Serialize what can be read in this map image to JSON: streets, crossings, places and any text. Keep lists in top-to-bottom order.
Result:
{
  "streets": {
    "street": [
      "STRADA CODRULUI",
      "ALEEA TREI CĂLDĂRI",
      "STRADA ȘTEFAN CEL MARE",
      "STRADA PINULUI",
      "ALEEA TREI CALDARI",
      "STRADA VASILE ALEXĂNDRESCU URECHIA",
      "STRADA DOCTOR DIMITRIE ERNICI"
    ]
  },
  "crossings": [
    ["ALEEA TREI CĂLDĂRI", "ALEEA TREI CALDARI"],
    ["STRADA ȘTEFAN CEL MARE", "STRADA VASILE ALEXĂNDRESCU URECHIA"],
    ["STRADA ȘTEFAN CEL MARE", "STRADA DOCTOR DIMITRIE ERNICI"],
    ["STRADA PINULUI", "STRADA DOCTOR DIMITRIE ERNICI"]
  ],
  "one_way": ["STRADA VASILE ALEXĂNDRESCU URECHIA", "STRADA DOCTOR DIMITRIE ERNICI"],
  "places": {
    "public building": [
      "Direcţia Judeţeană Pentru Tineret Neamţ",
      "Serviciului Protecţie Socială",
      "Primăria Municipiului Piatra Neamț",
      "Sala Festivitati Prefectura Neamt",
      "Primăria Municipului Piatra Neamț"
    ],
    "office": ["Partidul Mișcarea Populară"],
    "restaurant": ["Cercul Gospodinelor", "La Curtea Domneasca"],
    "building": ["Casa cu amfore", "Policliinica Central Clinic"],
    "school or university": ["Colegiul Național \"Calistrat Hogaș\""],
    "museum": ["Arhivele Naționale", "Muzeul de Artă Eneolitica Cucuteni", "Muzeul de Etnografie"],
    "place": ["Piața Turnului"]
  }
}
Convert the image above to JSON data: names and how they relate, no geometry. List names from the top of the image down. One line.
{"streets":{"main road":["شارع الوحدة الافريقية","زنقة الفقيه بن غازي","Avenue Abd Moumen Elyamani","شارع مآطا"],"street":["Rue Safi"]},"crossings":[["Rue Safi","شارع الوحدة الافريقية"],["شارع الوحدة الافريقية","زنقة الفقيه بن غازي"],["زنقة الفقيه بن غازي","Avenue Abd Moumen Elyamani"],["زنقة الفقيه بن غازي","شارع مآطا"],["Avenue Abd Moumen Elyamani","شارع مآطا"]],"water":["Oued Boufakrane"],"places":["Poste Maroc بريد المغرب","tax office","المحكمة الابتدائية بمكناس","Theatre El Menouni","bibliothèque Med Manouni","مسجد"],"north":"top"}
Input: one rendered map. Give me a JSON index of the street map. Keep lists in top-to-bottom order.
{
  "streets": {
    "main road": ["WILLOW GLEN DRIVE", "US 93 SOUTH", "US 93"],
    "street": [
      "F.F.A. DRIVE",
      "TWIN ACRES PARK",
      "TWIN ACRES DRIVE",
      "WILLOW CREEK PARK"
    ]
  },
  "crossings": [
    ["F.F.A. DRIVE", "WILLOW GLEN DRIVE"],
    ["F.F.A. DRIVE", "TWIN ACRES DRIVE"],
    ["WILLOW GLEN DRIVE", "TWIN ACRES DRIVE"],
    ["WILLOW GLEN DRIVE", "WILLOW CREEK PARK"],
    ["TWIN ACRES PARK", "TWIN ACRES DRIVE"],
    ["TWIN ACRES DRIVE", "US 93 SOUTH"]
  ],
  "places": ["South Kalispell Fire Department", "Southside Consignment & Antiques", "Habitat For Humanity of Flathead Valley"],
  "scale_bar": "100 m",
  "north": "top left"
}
# # # # # # #
◆ **EXERCISE AIM**
When a line in the listing has the word "order", return that line.

◆ **WRITTEN RESPONSE**
Serialize what can be read in this map image to JSON: streets, crossings, places and any text. Keep lists in top-to-bottom order.
Input: one rendered map. Give me a JSON index of the street map. Keep lists in top-to-bottom order.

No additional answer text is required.